Les deux finalistes rivalisent de promesses d’esprit thatchérien

Pour l’heure, les deux finalistes rivalisent de promesses d’esprit thatchérien avec un thème obsessionnel : renouer avec les baisses d’impôts et surenchérir sur l’ampleur de celles-ci. Sur ce terrain, censé séduire les adhérents de base, Mme Truss a pris de l’avance et semble largement favorite. Elle pousse même le zèle jusqu’à calquer son attitude et ses goûts vestimentaires sur ceux de Lady Thatcher. M. Sunak, de son côté, promet également de faire chuter la pression fiscale, mais, ancien grand argentier, il se garde de s’engager à très court terme, sachant les besoins des finances publiques.

Quoiqu’il en soit, les besoins collectifs – sociaux et salariaux, notamment – risquent de sortir exsangues d’un tel revirement. Par exemple, Elizabeth Truss a un jour proposé de revoir à la baisse les salaires des fonctionnaires résidant hors de la capitale au motif que le coût de la vie est moindre en province (avant finalement d’abandonner cette idée). C’est peu dire que de telles perspectives achèveraient d’éloigner les électeurs des couches populaires que M. Johnson comptait bichonner.

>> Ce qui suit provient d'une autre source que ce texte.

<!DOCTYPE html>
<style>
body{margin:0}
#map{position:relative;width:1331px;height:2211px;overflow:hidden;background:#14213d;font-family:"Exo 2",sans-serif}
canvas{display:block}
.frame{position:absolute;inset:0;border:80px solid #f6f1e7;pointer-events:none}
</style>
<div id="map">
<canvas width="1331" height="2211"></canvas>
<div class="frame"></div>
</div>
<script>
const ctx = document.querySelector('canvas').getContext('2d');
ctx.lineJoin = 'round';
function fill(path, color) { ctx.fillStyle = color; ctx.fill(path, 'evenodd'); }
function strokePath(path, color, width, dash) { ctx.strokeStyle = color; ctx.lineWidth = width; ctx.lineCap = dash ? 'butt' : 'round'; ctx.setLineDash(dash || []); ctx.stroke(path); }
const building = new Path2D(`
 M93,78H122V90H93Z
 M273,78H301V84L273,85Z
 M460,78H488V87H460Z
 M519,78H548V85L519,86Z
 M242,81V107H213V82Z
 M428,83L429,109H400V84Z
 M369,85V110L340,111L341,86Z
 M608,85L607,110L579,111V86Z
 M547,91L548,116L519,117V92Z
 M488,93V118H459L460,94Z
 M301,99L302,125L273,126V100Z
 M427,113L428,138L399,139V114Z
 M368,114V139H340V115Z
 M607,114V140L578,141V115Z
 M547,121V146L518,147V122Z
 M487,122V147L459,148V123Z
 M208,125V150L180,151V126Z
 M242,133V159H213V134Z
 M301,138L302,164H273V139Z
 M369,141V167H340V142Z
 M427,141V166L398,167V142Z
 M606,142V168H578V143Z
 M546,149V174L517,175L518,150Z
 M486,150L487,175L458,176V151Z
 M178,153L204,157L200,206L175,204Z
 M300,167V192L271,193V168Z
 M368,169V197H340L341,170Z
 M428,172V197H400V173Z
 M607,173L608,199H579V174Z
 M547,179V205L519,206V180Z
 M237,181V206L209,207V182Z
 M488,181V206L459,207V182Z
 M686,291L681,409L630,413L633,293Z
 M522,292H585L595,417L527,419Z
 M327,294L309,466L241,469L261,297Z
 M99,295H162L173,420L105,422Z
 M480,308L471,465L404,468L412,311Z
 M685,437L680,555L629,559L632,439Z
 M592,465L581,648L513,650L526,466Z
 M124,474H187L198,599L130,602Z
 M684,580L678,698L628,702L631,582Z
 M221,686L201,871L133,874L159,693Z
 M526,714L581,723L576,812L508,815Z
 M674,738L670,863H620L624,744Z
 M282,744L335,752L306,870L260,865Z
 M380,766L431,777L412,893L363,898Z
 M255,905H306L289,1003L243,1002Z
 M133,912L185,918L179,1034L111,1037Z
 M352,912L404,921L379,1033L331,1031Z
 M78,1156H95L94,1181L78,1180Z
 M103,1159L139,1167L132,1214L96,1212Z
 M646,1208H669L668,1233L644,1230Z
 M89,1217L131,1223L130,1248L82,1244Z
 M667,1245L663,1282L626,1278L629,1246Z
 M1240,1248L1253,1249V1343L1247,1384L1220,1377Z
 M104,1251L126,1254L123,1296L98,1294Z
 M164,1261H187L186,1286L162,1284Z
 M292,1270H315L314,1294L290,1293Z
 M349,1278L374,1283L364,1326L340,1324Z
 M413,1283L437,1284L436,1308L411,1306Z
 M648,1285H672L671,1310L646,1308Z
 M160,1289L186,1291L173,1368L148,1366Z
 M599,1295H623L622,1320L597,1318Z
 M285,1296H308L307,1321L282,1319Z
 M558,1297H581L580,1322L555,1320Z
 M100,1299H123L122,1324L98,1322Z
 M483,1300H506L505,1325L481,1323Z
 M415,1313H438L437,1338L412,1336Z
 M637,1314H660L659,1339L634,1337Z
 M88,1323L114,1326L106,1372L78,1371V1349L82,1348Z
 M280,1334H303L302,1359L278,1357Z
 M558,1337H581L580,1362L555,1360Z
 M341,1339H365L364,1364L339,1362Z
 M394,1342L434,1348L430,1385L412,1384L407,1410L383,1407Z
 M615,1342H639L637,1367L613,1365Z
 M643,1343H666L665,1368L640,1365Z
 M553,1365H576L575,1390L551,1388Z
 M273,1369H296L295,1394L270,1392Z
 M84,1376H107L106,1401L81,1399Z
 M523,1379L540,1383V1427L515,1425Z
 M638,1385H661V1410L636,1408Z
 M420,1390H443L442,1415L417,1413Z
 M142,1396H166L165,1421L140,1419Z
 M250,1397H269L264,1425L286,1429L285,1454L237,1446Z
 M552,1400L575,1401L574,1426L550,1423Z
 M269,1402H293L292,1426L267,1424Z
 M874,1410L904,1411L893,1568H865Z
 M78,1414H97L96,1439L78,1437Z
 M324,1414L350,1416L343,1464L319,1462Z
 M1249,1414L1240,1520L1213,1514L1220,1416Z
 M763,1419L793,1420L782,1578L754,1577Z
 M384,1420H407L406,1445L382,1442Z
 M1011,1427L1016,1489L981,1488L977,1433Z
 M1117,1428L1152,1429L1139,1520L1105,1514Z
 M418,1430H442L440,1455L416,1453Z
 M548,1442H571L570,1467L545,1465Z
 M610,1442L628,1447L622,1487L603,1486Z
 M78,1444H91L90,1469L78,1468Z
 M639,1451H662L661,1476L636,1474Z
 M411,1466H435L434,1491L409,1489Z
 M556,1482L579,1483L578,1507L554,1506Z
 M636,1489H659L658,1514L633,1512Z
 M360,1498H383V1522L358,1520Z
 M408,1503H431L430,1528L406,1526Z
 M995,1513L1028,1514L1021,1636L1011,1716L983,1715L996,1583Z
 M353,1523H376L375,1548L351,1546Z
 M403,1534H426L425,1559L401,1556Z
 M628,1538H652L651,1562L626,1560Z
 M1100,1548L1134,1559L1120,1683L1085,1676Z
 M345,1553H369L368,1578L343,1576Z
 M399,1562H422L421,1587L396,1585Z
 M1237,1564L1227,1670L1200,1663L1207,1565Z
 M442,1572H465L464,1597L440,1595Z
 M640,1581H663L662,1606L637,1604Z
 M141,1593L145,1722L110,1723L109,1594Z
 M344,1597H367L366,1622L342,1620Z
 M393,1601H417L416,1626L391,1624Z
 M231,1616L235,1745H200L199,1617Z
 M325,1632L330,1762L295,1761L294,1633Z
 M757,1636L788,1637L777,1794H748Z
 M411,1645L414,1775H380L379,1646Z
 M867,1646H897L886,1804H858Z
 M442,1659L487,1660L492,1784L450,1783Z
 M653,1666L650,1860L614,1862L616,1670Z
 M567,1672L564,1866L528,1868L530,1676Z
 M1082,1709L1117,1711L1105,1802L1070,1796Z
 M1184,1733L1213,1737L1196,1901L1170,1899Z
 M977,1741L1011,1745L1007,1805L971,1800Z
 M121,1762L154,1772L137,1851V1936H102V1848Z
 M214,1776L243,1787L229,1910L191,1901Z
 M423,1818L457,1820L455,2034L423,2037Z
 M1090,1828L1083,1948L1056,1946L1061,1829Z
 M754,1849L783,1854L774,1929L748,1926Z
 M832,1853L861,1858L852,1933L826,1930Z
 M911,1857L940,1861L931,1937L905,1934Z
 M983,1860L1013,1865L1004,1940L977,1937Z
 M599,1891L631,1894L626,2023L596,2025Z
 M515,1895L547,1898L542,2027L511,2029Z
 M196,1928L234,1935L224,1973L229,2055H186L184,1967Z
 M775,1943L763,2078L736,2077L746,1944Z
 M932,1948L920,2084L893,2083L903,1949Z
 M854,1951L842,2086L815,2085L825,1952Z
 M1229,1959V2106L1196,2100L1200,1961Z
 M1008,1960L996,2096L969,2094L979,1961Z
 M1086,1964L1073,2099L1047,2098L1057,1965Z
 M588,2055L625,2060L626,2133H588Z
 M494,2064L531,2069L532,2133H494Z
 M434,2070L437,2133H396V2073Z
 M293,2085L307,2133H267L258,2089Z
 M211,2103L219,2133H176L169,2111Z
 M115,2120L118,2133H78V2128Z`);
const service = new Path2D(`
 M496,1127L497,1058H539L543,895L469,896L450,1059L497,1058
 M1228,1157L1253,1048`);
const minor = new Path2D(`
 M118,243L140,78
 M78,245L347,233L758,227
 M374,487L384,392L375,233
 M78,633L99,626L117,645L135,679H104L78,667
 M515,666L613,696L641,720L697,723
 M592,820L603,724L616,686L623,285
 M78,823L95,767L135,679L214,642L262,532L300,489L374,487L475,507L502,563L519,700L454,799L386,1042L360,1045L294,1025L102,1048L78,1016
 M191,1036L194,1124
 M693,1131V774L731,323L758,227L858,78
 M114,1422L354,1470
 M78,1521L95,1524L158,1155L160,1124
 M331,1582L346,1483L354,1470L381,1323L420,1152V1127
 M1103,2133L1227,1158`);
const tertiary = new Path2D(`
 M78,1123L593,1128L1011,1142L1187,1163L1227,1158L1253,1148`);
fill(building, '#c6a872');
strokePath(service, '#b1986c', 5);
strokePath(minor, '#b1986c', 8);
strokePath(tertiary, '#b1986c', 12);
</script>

Ce dernier n’a peut-être pas dit son dernier mot. Une pétition de ses fidèles a circulé pour que son nom soit ajouté à la liste des finalistes. Cette revendication avait très peu de chance de voir le jour, mais, à terme, le locataire sortant de Downig Street ne semble pas décidé à prendre sa retraite. Il a conclu son annonce de démission en s’exclamant : « hasta la vista, baby » (en référence au film Terminator, et qu’on pourrait traduire par « ce n’est qu’un au revoir »). Précédemment, il avait dénoncé les agissements d’une « Etat profond » opposé à sa politique, une référence plus habituelle chez ceux qui mettent en cause les systèmes occidentaux, alors même que M. Johnson n’est évidemment pas anti-OTAN (et menait une orientation très antirusse que promettent d’ailleurs de poursuivre ses successeurs potentiels)

Dans l’immédiat cependant, le Royaume-Uni va probablement engager un nouveau cours en politique intérieure qui va décevoir, voire désespérer, les catégories populaires, celles-là même qui avaient voté pour le Brexit.

Ce dernier ne peut pas entraîner automatiquement une politique en faveur du monde du travail. Mais, en se libérant des règles et contraintes de l’UE, il la rend possible… le moment venu.